Amandyq Ğabbasūly Batalov (Амандық Ғаббасұлы Баталов; born 22 November 1952) is a Kazakh politician who was the governor of Almaty Region from 2014 to 2021.

A hydraulic engineer by profession, he served as the acting first deputy governor of Almaty region from April 2008, the mayor of the Zhetysu District of Almaty, the first deputy chief of administration of Kalinin District of Almaty, vice president of the "Construction Industry and Technology" concern.

==Early life and engineering==
Batalov was born in 1952, in Nukus, Soviet Uzbekistan.

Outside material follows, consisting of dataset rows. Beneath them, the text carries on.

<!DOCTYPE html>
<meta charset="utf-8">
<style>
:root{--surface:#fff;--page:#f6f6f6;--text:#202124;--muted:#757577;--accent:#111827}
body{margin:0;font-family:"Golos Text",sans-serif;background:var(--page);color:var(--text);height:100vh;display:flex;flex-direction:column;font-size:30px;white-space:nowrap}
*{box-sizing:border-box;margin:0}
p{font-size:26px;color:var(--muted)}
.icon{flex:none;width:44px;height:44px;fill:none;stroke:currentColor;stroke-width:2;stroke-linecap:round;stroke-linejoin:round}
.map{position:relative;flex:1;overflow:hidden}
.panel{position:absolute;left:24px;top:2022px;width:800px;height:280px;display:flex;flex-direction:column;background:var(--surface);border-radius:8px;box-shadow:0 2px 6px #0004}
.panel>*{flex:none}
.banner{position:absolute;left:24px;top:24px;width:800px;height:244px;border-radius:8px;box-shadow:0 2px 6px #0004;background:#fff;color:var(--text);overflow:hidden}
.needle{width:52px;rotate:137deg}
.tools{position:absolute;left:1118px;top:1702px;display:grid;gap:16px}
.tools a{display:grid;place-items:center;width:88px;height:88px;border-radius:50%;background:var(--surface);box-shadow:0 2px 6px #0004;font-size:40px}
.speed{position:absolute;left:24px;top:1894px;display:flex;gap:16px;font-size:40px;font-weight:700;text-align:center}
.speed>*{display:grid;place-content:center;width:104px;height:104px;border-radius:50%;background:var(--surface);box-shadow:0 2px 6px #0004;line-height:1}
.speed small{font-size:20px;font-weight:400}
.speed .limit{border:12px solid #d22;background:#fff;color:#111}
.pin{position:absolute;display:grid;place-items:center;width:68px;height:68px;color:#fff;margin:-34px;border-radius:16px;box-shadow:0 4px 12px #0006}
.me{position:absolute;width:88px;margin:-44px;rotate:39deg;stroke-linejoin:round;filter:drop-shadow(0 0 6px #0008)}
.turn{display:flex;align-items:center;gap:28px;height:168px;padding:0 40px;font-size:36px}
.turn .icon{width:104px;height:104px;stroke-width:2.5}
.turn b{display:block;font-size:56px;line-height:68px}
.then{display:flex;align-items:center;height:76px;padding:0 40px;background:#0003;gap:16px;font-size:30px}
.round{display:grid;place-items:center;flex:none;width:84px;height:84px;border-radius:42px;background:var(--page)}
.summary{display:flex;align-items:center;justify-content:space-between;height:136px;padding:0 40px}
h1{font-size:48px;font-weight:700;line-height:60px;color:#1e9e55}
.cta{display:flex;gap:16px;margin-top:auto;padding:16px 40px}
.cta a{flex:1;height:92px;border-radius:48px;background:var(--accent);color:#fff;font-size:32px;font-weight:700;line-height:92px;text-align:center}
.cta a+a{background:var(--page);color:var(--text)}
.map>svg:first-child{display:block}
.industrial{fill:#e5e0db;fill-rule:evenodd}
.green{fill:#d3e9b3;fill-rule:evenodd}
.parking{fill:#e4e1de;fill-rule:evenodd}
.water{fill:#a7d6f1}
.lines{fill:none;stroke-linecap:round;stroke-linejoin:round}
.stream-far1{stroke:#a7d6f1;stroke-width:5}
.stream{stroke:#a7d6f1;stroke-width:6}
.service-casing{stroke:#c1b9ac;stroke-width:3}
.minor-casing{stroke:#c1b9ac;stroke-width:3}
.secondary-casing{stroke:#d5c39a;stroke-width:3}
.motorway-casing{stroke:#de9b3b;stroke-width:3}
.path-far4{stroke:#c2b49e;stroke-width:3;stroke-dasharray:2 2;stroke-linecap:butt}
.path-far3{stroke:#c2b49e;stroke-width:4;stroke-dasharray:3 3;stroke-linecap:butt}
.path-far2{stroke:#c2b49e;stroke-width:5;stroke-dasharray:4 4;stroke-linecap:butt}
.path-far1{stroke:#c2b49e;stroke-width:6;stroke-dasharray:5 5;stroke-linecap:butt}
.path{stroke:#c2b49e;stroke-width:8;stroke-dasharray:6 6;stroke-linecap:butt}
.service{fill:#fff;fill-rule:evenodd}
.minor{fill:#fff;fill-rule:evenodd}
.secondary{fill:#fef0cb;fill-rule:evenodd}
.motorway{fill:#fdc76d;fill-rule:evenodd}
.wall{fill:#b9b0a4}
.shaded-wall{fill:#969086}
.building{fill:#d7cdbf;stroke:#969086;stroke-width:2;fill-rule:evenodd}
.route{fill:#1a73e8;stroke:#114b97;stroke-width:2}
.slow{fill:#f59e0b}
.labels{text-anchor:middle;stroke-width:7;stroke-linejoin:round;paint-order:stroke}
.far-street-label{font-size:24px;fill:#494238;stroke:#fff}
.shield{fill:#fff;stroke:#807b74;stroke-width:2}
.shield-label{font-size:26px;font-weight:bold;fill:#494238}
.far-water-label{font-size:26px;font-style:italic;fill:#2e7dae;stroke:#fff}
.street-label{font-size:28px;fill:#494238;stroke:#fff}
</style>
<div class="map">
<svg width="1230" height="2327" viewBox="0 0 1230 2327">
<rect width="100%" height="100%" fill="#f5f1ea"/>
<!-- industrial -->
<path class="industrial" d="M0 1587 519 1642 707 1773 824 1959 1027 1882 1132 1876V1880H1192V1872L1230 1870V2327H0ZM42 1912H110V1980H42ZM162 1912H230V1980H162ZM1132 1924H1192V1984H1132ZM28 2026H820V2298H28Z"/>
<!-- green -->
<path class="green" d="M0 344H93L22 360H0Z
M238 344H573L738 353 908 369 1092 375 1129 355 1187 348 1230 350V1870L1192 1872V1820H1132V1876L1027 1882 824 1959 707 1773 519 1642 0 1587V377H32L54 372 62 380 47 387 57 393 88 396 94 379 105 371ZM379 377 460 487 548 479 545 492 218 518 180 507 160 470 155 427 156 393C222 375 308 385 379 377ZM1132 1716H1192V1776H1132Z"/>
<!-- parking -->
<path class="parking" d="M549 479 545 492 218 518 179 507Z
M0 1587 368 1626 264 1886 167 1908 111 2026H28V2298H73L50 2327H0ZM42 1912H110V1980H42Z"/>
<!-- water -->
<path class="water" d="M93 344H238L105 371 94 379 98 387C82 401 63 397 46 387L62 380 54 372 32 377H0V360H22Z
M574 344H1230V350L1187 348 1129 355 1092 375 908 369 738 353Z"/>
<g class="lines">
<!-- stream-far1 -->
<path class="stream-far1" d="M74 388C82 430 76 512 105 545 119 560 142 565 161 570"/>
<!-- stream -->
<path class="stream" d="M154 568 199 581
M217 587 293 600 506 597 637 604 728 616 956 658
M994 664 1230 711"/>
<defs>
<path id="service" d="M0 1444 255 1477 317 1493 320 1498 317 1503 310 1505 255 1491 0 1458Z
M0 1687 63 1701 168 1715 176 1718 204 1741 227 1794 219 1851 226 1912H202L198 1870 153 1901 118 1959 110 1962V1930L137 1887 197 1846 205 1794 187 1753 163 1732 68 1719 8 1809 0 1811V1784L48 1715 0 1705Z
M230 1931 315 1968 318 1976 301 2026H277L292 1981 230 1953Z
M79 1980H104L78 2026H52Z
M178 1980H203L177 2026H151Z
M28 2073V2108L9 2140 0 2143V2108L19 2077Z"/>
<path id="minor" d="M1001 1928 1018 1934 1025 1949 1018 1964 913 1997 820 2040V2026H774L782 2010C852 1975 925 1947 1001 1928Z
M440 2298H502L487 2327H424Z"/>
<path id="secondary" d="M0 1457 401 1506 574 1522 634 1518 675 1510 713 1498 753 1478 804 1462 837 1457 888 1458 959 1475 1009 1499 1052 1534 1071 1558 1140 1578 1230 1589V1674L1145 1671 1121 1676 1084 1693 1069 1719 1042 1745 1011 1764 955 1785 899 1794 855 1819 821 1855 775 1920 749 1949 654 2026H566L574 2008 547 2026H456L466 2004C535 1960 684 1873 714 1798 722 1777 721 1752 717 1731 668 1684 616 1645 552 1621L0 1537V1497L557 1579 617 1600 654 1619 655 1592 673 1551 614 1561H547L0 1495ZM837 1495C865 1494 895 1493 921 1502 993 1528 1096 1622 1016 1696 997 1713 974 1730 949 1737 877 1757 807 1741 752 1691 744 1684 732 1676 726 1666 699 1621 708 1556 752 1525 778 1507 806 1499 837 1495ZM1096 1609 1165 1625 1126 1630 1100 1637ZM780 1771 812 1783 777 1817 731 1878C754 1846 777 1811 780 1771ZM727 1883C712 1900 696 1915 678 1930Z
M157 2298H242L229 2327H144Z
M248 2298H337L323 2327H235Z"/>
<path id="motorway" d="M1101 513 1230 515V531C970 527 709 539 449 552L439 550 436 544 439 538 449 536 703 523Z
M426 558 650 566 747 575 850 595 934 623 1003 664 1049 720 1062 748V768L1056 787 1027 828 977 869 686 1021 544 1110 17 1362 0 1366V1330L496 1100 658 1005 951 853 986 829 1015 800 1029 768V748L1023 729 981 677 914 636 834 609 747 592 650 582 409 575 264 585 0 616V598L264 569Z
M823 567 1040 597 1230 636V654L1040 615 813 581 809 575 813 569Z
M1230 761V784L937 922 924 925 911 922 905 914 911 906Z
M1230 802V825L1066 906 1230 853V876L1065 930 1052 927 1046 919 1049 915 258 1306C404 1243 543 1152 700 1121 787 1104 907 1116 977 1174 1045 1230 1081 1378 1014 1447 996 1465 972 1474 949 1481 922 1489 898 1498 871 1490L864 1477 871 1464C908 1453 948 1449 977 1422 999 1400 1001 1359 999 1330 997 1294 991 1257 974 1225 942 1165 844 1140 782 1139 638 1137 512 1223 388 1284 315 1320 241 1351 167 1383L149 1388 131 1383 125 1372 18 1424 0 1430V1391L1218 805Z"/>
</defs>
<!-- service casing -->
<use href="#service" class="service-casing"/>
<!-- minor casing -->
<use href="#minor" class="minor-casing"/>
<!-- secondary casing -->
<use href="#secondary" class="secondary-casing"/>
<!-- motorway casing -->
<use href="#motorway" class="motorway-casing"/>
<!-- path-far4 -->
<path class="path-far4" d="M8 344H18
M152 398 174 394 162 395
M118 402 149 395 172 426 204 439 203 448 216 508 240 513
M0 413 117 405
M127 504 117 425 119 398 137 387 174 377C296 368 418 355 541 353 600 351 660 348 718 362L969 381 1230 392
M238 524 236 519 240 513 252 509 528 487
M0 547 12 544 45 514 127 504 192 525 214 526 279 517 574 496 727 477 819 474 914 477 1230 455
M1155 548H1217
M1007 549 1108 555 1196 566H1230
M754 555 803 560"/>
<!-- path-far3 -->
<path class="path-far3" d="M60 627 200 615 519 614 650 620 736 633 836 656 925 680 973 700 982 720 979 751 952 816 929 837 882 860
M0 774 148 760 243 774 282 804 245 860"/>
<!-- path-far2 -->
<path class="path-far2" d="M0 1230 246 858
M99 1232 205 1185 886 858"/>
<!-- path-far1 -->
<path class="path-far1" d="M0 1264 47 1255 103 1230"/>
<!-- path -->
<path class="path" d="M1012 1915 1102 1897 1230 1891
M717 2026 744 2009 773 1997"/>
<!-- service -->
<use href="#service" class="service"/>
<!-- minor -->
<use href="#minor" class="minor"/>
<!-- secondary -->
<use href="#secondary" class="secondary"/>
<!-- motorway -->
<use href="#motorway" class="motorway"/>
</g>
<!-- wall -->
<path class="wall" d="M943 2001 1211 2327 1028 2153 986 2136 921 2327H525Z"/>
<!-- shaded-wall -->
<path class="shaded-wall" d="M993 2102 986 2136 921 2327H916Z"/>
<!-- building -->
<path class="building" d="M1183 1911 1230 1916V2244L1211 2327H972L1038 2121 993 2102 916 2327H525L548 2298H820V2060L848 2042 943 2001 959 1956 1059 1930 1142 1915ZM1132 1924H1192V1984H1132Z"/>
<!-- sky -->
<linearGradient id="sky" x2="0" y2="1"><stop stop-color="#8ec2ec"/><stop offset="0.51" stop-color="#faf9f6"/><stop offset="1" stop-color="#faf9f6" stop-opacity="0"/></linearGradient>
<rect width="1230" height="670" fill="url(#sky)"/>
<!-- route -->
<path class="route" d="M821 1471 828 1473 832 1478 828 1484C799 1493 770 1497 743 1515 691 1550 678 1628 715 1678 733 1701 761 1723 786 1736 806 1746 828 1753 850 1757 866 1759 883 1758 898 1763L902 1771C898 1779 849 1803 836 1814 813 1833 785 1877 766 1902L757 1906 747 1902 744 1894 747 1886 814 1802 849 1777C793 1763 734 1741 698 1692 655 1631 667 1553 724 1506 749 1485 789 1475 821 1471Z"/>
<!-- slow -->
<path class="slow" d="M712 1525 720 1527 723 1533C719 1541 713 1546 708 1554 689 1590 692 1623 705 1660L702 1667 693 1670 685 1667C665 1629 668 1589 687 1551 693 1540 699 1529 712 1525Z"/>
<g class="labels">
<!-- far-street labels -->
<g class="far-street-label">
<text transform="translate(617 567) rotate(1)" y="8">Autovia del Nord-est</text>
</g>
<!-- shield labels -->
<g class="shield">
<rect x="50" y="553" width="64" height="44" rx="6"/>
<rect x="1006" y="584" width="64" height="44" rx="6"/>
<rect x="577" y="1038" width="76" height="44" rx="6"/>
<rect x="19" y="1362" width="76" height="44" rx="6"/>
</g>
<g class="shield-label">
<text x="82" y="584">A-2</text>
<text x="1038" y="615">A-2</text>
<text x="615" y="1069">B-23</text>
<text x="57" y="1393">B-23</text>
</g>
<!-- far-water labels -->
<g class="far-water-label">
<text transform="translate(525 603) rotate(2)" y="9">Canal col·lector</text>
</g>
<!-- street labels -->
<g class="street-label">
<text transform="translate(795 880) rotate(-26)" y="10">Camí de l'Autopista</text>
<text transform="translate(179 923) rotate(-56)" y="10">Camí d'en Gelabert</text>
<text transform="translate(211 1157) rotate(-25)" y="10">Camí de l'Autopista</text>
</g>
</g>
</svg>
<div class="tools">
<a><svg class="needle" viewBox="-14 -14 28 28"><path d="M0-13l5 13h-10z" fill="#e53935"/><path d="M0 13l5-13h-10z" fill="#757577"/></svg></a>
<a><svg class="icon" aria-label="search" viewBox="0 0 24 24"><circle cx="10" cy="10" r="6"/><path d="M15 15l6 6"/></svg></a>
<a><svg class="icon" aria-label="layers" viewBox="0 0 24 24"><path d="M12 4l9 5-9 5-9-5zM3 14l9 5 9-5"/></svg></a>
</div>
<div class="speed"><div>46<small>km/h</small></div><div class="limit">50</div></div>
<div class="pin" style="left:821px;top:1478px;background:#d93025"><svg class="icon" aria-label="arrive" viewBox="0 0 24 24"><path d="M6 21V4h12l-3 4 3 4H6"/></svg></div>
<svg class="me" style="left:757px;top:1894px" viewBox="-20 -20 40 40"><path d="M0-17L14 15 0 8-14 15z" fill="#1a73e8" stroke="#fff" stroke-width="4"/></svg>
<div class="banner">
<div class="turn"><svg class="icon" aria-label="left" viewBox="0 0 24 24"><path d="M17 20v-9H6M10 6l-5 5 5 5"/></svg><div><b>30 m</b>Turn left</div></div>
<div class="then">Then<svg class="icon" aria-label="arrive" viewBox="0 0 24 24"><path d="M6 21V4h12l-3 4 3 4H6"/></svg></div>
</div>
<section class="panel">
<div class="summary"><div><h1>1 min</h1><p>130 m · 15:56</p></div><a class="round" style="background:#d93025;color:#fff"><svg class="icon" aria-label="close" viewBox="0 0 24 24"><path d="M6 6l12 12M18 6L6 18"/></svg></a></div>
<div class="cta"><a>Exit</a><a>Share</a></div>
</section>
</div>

After graduating from the Dzhambul Institute for Water Management, he worked as a construction foreman, principal engineer and SMU-37 for the construction company, "Almaataotdelstroi" from 1981 to 1985. From 1985 to 1987, he held various positions in the following organizations:
- Senior construction foreman, chief engineer and head of the construction company, "Almaataotdelstroi" (1981–1985)
- Instructor of the Lenin District Committee of Communist Party of Kazakhstan
- Secretary of the regional Committee of trade union of workers of construction and construction materials
- Instructor of the Department of construction and municipal economy of Almaty city for the Committee of the Communist party of Kazakhstan (1985–1987);
- The chairman of the regional committee of the trade union of workers of construction and construction materials industry (1987–1989)
- Leading specialist and chief specialist of the Department of construction and construction materials industry management for the Affairs of the Council of Ministers of the Kazakh Soviet Socialist Republic (1989–1991)
- Assistant to the department of construction and construction materials industry of the Presidential office of the Kazakh Soviet Socialist Republic (1991–1992)
- Vice president of the group, "Construction industry and technology" (1992)

==Political career==
- Deputy and first deputy head of administration of the Kalinin district of Almaty city (1992–1994)
- The head of Lenin District administration (1994–1995)
- Mayor of Zhetysu district of Almaty (1995–2001)
- Deputy mayor of Almaty region (June 2001 to April 2008)
- First Deputy Governor of Almaty region (April 2008 to August 2014)
- Mayor of Almaty Region (20 August 2014, powers extended to 22 November 2020)
- Member of the National Commission for the implementation of the "program of modernization of public consciousness" led by the president of Kazakhstan (since 17 April 2017)
- Representative for the local government to the Parliament of Kazakhstan for the Nur Otan (since 3 February 2016).

==Sports activities==
- The president of the Volleyball Federation of Almaty city and Almaty Region (since 2001)
- Master of sports in volleyball, he is the current President of the volleyball Federation of Almaty city and Almaty region (since 2001) and the volleyball club "Zhetysu".

==Social activities==
- Member of the Board of Directors of the National company "Socio-entrepreneurial Corporation", "ZHETYSU" (June 2008)
- Chairman of the Board of Directors of the National company "Socio-entrepreneurial Corporation", "ZHETYSU" (December 2014).

==Honors==
- Order of Kurmet (2008) and Order of Parasat (15 December 2014)
- Medals of "Astana" and "10 years of Kazakhstan's independence"
- The sign of "Honorary Worker for sport of Kazakhstan"
- The title of "Academician of the International Informatization Academy".

==Personal life==
Batalov is married to Bagda Utegulovna Batalova and they have three children; Sayora (1977), Adilbek (1982) and Islambek (1994).